A ideia de Ruivo não surgiu em função de um TCC, nem devido a um projeto de iniciação científica (PIC), mas da capacidade de identificar com precisão um problema. Habilidade que, dizem os educadores, é uma das várias competências estimuladas pela participação em feiras de ciência e tecnologia e criação de grandes projetos de fim de curso.
Habilidades e competências
“Talvez, mais importante do que aplicar o que aprendeu, seja identificar qual é o verdadeiro problema. Na hora que o aluno faz isso, a solução passa a ser tão importante que o estudante não mede esforços para encontrá-la. O aluno se envolve. Em vez de fazer a atividade por causa da nota, faz porque procura uma resposta”, defende Roseli de Deus Lopes, professora da escola politécnica da Universidade de São Paulo e coordenadora geral da Febrace.
Entre outras competências que a pedagogia de projetos estimula estão a expressão oral, planejamento, liderança, trabalho em equipe, persistência. De acordo com Roseli, as ferramentas que permitem inovar dentro da sala de aula compõem “uma forma de o aluno aprofundar o conhecimento, de desenvolver a capacidade de observação, de ter rigor ao descrever e ao propor uma questão”.

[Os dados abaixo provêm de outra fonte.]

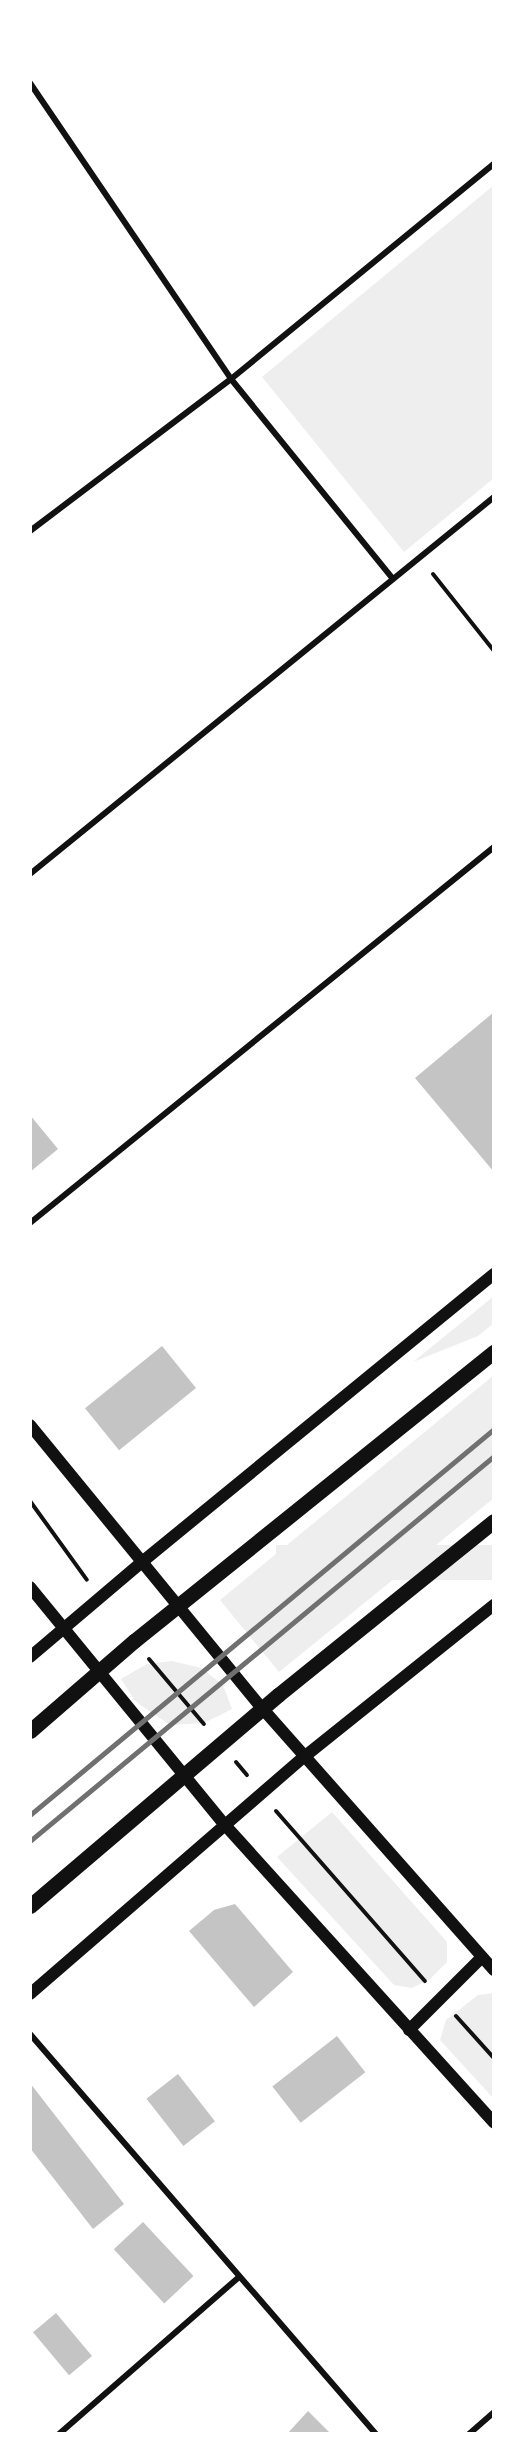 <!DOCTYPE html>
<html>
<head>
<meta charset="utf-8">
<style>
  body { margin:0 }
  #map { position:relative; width:524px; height:2464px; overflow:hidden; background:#fff; font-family:Barlow,sans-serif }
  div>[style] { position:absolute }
  .green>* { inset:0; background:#eee; transform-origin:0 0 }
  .building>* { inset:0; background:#c4c4c4; transform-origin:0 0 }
  .path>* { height:4px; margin:-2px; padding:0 2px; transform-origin:2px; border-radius:2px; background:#111 }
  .minor>* { height:6px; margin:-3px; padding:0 3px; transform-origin:3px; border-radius:3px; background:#111 }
  .secondary>* { height:12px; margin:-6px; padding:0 6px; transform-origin:6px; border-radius:6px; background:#111 }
  .primary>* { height:15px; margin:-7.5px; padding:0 7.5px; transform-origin:7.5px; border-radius:7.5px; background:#111 }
  .rail>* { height:4.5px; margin:-2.25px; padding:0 2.25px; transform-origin:2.25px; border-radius:2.25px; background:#707070 }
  span { translate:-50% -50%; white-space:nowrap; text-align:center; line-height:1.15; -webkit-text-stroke:4.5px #fff; paint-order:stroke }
  .frame { position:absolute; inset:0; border:32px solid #fff; pointer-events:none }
</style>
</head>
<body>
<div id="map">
  <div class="green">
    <i style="clip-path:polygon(494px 185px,494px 478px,404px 552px,262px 377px)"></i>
    <i style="clip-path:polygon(494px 1296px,494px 1323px,478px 1336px,413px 1362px)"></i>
    <i style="clip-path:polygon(494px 1375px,494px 1498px,279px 1672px,220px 1600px)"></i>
    <i style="left:494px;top:1545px;width:35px;height:218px;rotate:90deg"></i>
    <i style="clip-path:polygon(172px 1661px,201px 1668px,223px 1685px,232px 1709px,204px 1723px,170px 1725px,135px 1701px,121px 1679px,147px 1664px)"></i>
    <i style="clip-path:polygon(332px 1812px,447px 1942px,447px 1962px,430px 1979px,412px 1988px,394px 1985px,277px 1857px)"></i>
    <i style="clip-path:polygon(494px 1993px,494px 2099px,440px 2040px,446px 2020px,478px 1995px)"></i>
  </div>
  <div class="building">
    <i style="clip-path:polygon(494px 1012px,494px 1172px,415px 1078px)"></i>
    <i style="clip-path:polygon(30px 1115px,58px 1149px,30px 1172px)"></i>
    <i style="left:162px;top:1346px;width:54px;height:99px;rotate:51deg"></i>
    <i style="clip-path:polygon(235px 1904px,293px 1972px,254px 2007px,189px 1931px,214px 1910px)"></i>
    <i style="left:337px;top:2036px;width:46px;height:82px;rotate:52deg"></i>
    <i style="left:178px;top:2074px;width:60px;height:40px;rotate:52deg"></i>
    <i style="clip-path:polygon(30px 2083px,124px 2204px,93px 2229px,30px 2148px)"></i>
    <i style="left:143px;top:2222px;width:74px;height:40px;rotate:47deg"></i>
    <i style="left:56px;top:2313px;width:56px;height:30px;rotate:50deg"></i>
    <i style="clip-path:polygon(308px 2411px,331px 2434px,287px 2434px)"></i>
  </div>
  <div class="path">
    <i style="left:433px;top:574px;width:98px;rotate:51.6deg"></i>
    <i style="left:30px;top:1501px;width:97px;rotate:54.2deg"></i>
    <i style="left:149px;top:1659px;width:85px;rotate:49.8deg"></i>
    <i style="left:236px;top:1762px;width:17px;rotate:50deg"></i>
    <i style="left:276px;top:1811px;width:226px;rotate:48.8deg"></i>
    <i style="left:456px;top:2016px;width:57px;rotate:47.9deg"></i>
  </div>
  <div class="minor">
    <i style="left:30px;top:83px;width:358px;rotate:55.8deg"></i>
    <i style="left:231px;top:379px;width:257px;rotate:51deg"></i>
    <i style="left:30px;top:531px;width:252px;rotate:-37.1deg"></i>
    <i style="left:231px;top:379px;width:340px;rotate:-39.3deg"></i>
    <i style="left:30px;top:874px;width:598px;rotate:-39.09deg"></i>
    <i style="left:30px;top:1223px;width:597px;rotate:-39.02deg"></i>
    <i style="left:30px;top:2034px;width:529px;rotate:49.14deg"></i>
    <i style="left:59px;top:2434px;width:239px;rotate:-41.1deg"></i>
    <i style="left:469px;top:2434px;width:33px;rotate:-41deg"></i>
  </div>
  <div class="secondary">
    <i style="left:30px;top:1425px;width:366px;rotate:50.7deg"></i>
    <i style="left:262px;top:1708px;width:350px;rotate:48.5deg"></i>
    <i style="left:30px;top:1587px;width:308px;rotate:50.7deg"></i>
    <i style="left:225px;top:1825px;width:401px;rotate:47.9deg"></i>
    <i style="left:30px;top:1657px;width:147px;rotate:-40.3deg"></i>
    <i style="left:142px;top:1562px;width:455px;rotate:-39.3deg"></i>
    <i style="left:30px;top:1994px;width:362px;rotate:-40.9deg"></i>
    <i style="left:304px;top:1757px;width:243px;rotate:-38.7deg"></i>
    <i style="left:409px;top:2030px;width:103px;rotate:-45deg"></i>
  </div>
  <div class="primary">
    <i style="left:30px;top:1731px;width:138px;rotate:-40.9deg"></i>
    <i style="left:134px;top:1641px;width:462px;rotate:-38.8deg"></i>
    <i style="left:30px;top:1906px;width:326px;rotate:-40.4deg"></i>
    <i style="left:278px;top:1695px;width:277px;rotate:-38.9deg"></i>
  </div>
  <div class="rail">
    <i style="left:30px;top:1815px;width:604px;rotate:-39.76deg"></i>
    <i style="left:30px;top:1841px;width:603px;rotate:-39.68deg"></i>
  </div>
  <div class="frame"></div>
</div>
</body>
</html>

O professor Almério Melquíades de Araújo, coordenador de ensino médio e técnico do Centro Paula Souza e coordenador da Feteps, concorda. Ressalta ainda o papel que o desenvolvimento de projetos tem na formação profissional: “Dar ao jovem a oportunidade de realizar projetos permite que ele desenvolva a confiança e a autoestima para que no mundo profissional se sinta capaz de inovar e de participar dos processos de melhoria dos produtos e serviços”.

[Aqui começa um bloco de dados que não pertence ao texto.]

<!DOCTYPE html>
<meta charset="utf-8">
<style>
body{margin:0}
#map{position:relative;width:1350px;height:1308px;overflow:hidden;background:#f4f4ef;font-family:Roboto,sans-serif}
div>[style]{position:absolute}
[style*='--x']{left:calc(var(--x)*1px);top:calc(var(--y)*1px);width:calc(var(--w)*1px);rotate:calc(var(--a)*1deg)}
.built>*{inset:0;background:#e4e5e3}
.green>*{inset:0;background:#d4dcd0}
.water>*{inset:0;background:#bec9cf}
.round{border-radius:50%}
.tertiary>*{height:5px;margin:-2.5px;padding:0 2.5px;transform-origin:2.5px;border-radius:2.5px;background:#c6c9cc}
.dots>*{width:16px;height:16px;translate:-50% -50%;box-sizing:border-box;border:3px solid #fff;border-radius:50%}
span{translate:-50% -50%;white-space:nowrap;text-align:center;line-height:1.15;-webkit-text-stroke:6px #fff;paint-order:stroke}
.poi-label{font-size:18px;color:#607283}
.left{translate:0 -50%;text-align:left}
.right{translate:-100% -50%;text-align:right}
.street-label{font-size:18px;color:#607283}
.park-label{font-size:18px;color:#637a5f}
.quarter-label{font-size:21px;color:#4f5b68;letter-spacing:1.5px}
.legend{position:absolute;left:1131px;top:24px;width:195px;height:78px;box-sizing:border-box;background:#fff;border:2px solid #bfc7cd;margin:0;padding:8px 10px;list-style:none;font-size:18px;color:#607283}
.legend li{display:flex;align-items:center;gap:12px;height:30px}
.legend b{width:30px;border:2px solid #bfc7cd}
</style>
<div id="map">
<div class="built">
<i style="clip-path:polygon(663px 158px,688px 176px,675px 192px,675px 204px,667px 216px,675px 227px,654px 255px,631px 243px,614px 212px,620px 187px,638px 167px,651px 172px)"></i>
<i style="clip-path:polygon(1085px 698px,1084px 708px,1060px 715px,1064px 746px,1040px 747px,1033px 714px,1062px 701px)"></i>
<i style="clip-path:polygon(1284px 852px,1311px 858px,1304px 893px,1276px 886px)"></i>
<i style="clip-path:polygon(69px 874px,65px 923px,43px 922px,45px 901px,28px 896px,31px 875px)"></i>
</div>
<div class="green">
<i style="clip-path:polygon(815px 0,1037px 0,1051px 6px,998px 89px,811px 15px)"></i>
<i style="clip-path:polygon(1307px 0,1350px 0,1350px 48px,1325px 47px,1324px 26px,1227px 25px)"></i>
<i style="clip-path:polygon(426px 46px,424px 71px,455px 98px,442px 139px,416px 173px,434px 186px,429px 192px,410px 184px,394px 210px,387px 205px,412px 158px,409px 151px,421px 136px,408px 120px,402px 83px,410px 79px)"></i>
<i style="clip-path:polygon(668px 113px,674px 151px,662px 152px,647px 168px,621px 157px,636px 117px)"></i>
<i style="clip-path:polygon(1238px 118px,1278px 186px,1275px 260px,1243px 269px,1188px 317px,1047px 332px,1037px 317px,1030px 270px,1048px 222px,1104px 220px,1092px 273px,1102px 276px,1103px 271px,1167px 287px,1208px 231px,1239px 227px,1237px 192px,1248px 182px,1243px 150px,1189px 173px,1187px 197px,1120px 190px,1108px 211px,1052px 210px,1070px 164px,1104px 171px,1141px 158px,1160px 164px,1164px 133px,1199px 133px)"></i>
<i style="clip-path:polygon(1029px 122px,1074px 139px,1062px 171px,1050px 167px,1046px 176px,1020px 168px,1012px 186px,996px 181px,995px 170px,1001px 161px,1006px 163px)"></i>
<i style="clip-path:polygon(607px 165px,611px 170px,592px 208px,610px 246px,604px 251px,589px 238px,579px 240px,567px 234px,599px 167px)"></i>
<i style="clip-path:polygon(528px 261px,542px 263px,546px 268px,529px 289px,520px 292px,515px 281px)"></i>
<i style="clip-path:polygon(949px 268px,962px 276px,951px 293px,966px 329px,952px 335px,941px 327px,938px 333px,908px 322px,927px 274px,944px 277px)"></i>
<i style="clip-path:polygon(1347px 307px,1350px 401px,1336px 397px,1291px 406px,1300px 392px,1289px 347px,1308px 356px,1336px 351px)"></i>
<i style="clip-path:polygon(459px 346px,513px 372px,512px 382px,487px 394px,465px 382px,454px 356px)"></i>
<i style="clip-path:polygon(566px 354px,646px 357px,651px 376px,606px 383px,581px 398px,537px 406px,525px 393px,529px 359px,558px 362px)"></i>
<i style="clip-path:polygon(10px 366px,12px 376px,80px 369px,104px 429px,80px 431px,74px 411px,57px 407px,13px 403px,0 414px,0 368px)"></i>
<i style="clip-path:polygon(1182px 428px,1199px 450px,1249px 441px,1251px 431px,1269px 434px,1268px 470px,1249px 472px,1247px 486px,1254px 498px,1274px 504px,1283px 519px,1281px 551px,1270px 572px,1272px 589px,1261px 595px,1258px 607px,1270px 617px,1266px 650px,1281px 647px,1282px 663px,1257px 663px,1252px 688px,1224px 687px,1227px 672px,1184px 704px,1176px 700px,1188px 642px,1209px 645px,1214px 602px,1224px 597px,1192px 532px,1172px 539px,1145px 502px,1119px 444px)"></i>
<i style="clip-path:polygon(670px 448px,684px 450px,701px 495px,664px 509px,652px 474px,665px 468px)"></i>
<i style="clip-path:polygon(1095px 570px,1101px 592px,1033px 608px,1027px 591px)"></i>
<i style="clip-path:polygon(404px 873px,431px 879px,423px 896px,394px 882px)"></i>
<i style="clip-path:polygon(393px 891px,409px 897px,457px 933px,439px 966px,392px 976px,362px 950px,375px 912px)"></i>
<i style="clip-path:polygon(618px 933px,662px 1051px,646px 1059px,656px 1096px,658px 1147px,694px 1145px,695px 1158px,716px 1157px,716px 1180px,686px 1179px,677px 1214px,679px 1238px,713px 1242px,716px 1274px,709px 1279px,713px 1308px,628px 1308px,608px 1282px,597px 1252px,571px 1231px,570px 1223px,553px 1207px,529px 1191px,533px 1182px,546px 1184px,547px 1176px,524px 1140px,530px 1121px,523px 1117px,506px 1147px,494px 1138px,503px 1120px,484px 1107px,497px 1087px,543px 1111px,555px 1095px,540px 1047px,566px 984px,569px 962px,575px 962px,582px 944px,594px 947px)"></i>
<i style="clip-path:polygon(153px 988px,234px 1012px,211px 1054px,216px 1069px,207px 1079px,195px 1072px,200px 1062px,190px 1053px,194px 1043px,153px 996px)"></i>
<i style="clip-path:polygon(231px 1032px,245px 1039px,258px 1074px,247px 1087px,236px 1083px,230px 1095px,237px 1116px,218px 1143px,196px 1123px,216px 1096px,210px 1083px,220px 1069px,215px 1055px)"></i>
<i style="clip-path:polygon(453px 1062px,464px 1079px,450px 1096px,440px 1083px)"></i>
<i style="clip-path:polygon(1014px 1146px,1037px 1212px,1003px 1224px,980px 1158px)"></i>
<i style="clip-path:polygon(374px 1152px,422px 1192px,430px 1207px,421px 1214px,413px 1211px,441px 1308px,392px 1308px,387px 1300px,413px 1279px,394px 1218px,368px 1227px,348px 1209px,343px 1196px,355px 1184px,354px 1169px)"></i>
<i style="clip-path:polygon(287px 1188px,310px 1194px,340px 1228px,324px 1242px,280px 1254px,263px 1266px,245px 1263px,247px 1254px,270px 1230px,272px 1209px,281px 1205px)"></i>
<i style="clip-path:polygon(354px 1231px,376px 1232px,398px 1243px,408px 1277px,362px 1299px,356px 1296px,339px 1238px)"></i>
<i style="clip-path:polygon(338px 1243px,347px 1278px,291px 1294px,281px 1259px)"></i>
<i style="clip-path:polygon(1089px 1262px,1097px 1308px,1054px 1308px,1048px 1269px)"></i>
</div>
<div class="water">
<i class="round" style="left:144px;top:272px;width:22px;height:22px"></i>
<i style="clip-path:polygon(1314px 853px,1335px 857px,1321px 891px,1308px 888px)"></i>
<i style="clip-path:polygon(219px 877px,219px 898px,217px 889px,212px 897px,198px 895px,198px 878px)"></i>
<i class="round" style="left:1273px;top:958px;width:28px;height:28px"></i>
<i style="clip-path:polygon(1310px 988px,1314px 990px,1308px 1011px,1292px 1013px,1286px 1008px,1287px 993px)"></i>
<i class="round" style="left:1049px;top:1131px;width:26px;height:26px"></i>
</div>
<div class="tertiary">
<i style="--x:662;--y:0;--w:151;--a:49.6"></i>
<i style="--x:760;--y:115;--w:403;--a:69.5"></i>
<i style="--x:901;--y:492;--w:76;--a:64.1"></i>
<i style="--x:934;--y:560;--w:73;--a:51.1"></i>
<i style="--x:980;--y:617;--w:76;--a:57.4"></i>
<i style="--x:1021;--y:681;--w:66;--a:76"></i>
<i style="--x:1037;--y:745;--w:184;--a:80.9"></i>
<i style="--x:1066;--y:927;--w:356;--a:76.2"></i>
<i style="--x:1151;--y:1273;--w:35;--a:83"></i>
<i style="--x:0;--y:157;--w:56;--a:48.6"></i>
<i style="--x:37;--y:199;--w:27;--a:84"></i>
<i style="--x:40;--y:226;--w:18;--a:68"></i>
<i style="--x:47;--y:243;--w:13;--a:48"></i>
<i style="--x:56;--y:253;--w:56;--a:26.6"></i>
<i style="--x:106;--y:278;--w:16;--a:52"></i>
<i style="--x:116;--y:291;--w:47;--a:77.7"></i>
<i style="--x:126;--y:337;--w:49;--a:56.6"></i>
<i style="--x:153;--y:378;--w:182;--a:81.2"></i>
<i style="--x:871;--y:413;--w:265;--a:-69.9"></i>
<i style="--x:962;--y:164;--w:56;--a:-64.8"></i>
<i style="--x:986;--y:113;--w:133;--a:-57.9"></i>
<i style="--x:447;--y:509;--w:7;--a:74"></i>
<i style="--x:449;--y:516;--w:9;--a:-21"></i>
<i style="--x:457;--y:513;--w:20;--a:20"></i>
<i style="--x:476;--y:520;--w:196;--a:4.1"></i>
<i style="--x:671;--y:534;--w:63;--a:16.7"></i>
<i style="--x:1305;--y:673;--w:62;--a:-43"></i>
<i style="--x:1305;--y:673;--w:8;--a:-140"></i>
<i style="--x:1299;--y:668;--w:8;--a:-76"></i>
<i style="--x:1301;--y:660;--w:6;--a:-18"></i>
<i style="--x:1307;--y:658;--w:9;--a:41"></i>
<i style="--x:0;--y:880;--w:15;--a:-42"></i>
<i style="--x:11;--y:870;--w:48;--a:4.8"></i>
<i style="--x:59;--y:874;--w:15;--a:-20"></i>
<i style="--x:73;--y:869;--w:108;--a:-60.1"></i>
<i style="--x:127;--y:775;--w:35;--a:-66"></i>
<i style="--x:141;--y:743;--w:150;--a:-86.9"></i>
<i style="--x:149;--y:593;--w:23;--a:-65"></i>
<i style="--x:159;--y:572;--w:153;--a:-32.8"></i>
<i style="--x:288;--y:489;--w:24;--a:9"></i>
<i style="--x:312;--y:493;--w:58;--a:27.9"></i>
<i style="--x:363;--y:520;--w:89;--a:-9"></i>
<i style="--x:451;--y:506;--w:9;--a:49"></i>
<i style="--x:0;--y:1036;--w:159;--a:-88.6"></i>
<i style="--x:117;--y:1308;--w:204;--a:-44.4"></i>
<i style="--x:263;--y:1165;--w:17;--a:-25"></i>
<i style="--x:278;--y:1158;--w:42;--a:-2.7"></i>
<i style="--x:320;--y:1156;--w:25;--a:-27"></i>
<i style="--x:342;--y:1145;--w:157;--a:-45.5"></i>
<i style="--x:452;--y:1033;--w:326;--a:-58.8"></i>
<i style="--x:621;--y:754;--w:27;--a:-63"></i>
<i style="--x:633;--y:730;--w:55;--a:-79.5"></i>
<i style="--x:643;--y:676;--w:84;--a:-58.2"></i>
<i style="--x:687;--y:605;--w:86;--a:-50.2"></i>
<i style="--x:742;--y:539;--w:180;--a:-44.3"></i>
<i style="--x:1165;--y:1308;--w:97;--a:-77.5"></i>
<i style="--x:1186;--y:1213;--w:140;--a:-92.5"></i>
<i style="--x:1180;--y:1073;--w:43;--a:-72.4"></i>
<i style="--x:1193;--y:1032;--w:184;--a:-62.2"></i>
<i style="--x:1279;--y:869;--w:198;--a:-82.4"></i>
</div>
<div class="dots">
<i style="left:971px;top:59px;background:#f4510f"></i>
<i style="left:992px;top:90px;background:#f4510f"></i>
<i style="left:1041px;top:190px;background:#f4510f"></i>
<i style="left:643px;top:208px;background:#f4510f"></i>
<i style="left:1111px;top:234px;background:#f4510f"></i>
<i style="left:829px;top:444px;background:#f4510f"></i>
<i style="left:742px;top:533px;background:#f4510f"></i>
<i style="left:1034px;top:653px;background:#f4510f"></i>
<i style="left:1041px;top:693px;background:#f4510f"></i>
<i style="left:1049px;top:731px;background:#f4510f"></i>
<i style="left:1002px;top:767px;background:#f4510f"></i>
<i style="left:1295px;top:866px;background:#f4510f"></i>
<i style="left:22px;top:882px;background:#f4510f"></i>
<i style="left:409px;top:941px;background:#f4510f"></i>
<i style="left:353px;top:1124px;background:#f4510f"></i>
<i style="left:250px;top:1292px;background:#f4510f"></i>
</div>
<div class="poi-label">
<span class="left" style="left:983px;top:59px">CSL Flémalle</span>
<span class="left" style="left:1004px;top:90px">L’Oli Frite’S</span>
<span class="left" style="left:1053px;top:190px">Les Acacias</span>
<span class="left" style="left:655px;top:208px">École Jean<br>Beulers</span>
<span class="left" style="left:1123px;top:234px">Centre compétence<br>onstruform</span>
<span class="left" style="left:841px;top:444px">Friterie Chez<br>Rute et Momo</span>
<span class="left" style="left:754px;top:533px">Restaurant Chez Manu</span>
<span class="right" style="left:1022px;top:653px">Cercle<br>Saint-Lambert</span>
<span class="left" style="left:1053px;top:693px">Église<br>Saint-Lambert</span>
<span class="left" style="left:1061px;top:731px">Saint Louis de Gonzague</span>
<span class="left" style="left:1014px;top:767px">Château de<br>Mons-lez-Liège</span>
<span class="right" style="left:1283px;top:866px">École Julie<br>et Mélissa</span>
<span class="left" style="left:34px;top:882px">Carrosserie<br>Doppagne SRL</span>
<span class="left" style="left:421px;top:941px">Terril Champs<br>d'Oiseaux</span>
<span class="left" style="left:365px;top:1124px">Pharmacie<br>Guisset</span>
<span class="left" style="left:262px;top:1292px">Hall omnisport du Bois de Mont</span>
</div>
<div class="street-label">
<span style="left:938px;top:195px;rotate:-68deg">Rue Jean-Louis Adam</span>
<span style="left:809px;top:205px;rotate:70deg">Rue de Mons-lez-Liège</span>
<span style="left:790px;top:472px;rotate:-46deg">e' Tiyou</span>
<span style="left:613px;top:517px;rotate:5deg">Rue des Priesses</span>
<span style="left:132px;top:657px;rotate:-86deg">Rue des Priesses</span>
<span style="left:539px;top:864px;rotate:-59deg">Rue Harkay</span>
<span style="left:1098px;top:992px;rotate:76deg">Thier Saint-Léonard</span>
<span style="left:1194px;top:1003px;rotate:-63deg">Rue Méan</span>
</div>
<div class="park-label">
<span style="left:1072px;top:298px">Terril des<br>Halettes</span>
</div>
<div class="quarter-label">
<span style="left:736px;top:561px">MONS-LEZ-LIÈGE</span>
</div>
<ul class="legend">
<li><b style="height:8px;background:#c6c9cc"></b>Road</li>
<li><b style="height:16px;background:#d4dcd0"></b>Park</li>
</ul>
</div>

Ouvir e ser ouvido são outras competências que acabam sendo estimuladas. Principalmente nos casos de projetos de produtos criados para outras pessoas usarem. É o caso do Tutor de Marcha, construído por uma equipe da turma noturna do curso técnico em mecânica-projetos da Etec Rosa Perrone Scavone, de Itatiba (SP). Ao todo, 40 alunos se dividiram em funções variadas, como se fossem uma empresa. O objetivo era criar um aparelho similar a pernas mecânicas, que ajudasse pessoas com paraplegia a se locomover.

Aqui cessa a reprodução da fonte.